B.O.E. Nº 86 de 09/04/2010

05664

Orden TIN/866/2010, de 5 de abril, por la que se regulan los criterios que, en su función de colaboración con la Seguridad Social, deben seguir las mutuas de accidentes de trabajo y enfermedades profesionales de la Seguridad Social y sus entidades y centros mancomunados, en la gestión de los servicios de tesorería contratados con entidades financieras.

La Ley General de la Seguridad Social, texto refundido aprobado por el Real Decreto Legislativo 1/1994, de 20 de junio, configura a las mutuas de accidentes de trabajo y enfermedades profesionales de la Seguridad Social como entidades colaboradoras en la gestión de ésta, bajo la dirección y tutela del Ministerio de Trabajo e Inmigración.

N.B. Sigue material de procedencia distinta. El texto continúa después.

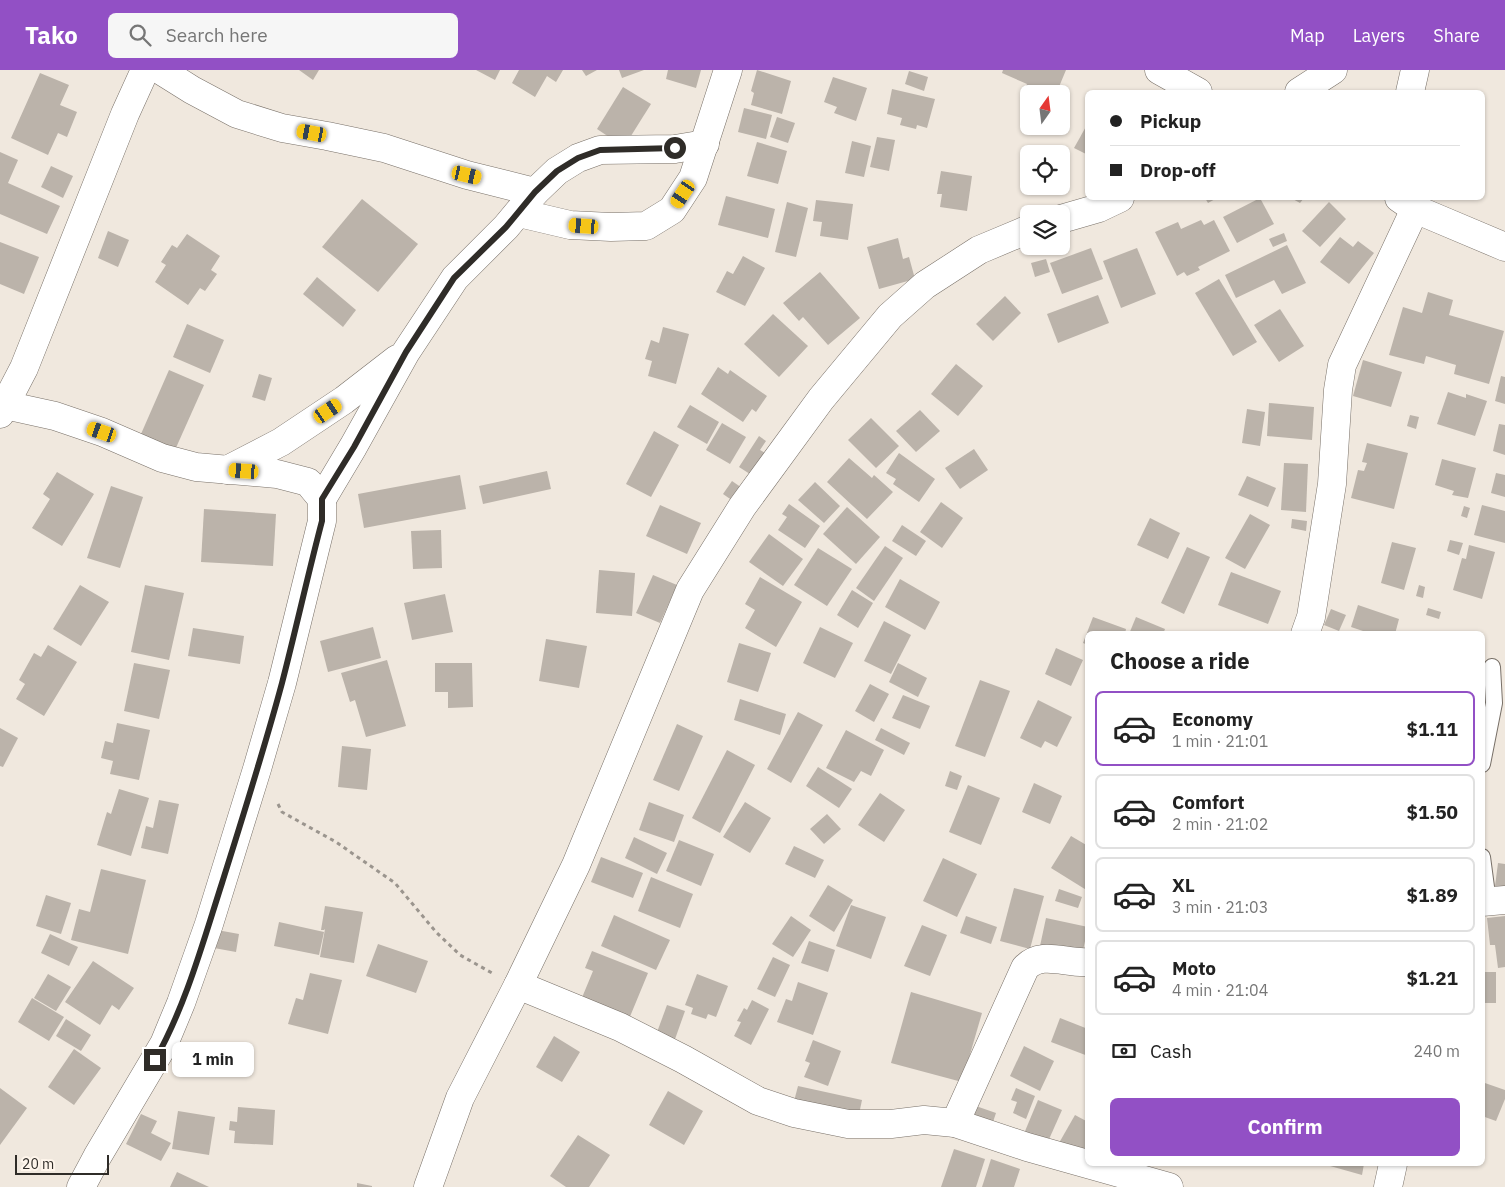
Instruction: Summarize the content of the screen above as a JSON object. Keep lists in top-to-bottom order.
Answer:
{
  "scale_bar": "20 m",
  "north": "top",
  "page": {
    "header": "Tako",
    "search": "Search here",
    "nav": ["Map", "Layers", "Share"],
    "banner": ["Pickup", "Drop-off"],
    "heading": "Choose a ride",
    "list": [
      {
        "name": "Economy",
        "note": "1 min · 21:01",
        "value": "$1.11"
      },
      {
        "name": "Comfort",
        "note": "2 min · 21:02",
        "value": "$1.50"
      },
      {
        "name": "XL",
        "note": "3 min · 21:03",
        "value": "$1.89"
      },
      {
        "name": "Moto",
        "note": "4 min · 21:04",
        "value": "$1.21"
      }
    ],
    "pay": ["Cash", "240 m"],
    "bubble": "1 min",
    "buttons": "Confirm",
    "scale": "20 m"
  }
}
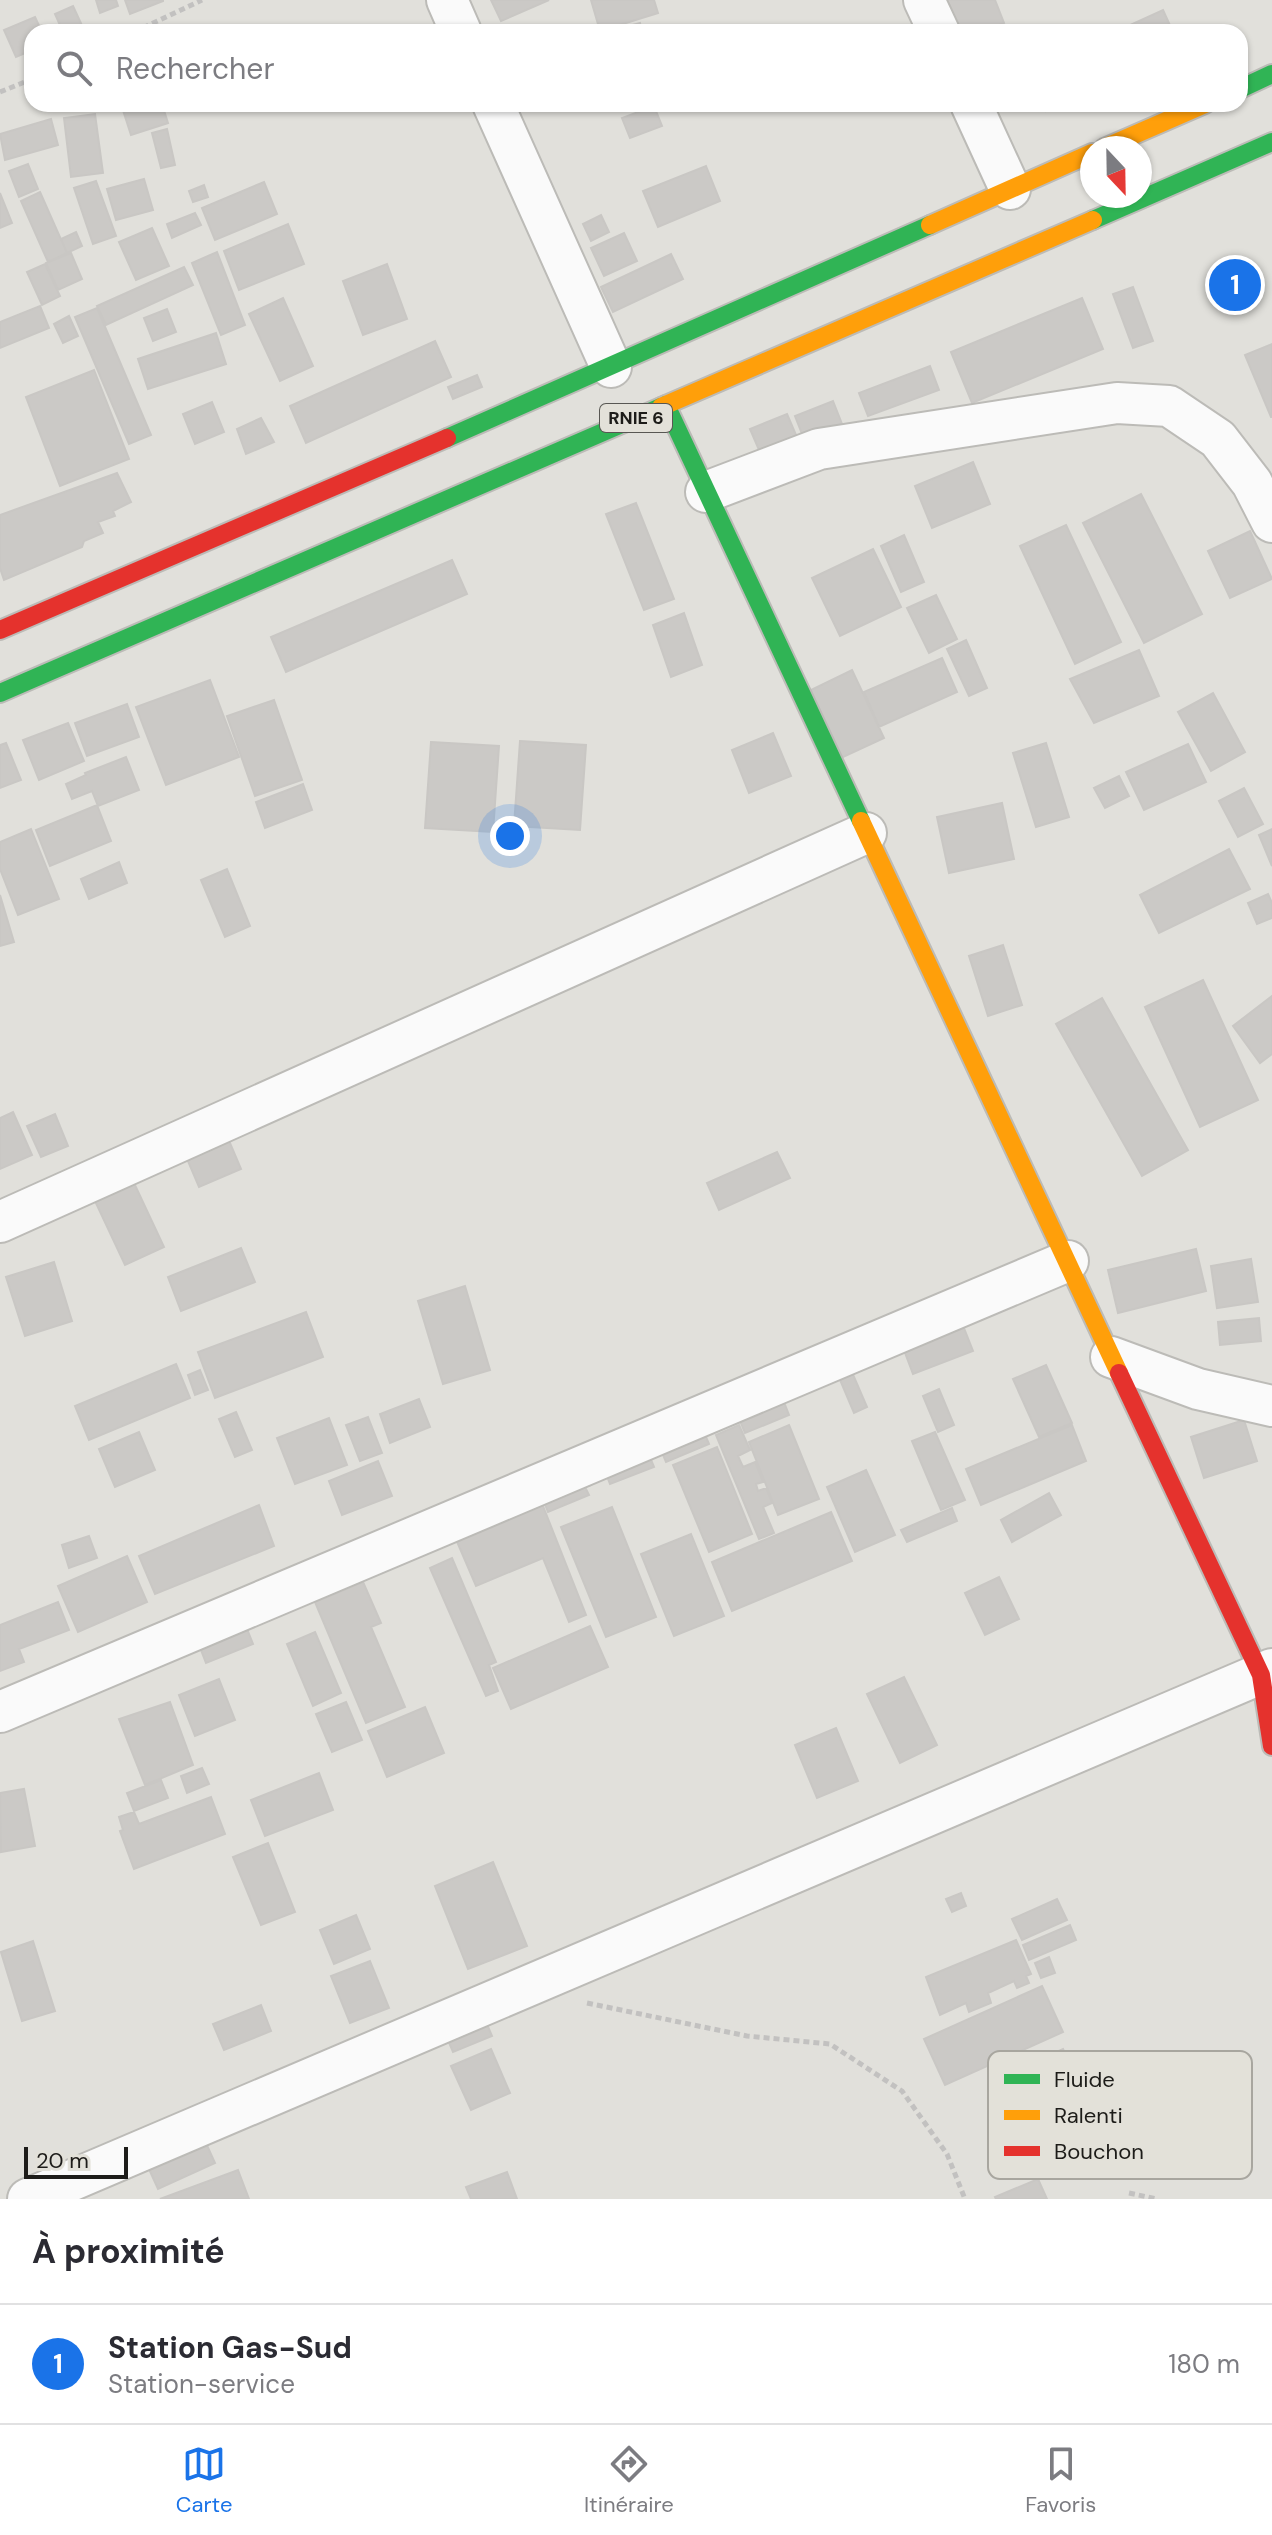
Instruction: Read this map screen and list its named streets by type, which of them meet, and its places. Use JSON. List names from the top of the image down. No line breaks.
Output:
{"streets":{"main road":["RNIE 6"]},"legend":["Fluide","Ralenti","Bouchon"],"scale_bar":"20 m","north":"bottom","page":{"search":"Rechercher","pins":"1","scale":"20 m","heading":"À proximité","list":[{"mark":"1","name":"Station Gas-Sud","note":"Station-service","value":"180 m"}],"nav":["Carte","Itinéraire","Favoris"]}}
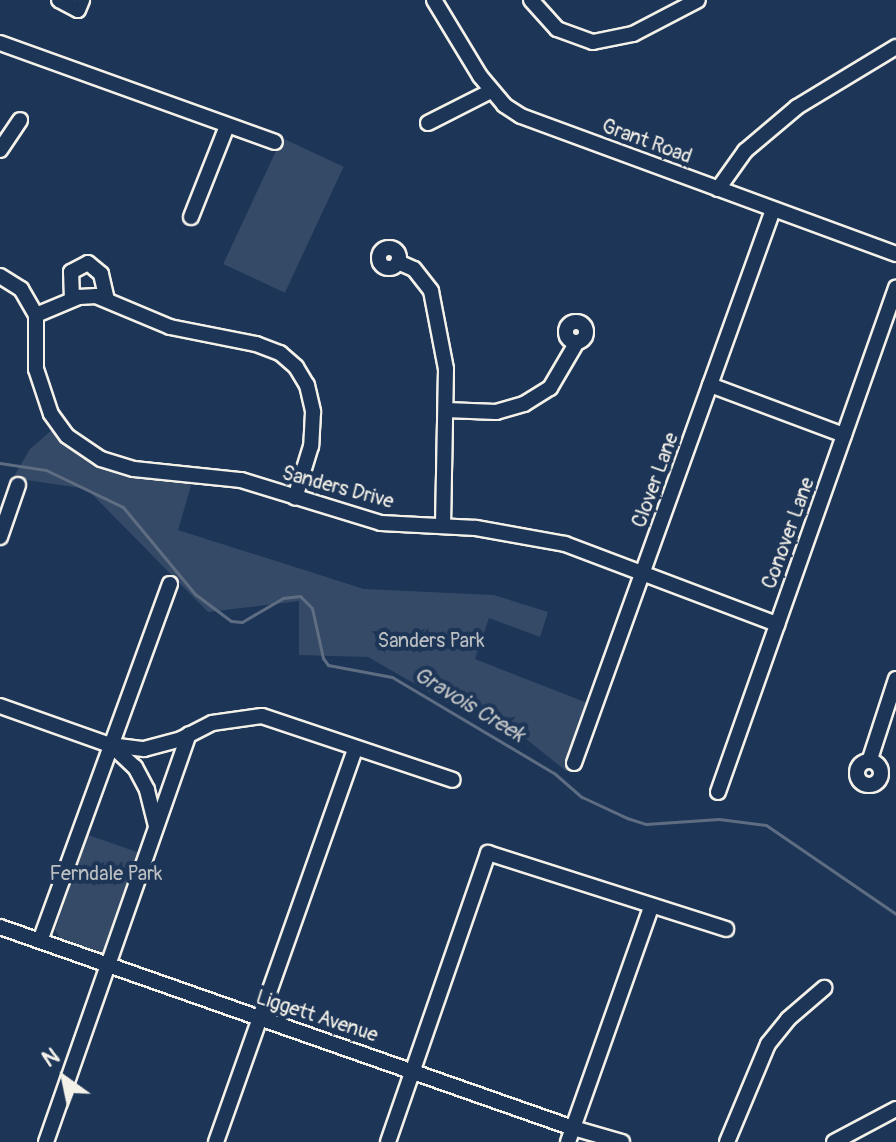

El Reglamento sobre colaboración de las mutuas de accidentes de trabajo y enfermedades profesionales de la Seguridad Social, aprobado por el Real Decreto 1993/1995, de 7 de diciembre, somete a las mutuas de accidentes de trabajo y enfermedades profesionales de la Seguridad Social, así como a las entidades y centros mancomunados que constituyan, a la dirección y tutela del Ministerio de Trabajo e Inmigración. De igual modo, dicho reglamento declara que las entidades y centros mancomunados, dadas las funciones que pueden asumir, tienen la naturaleza de mutuas, estando sujetas a la normativa reguladora de éstas.

Por otro lado, la Ley 30/2007, de 30 de octubre, de Contratos del Sector Público, en su artículo 3.1.g) y 3.3.b) establece la integración en el sector público, a efectos del ámbito de su aplicación, a las mutuas de accidentes de trabajo y enfermedades profesionales de la Seguridad Social en su condición de poder adjudicador, siguiendo la línea marcada por el artículo 2.1.d) de la Ley 47/2003, de 26 de noviembre, General Presupuestaria.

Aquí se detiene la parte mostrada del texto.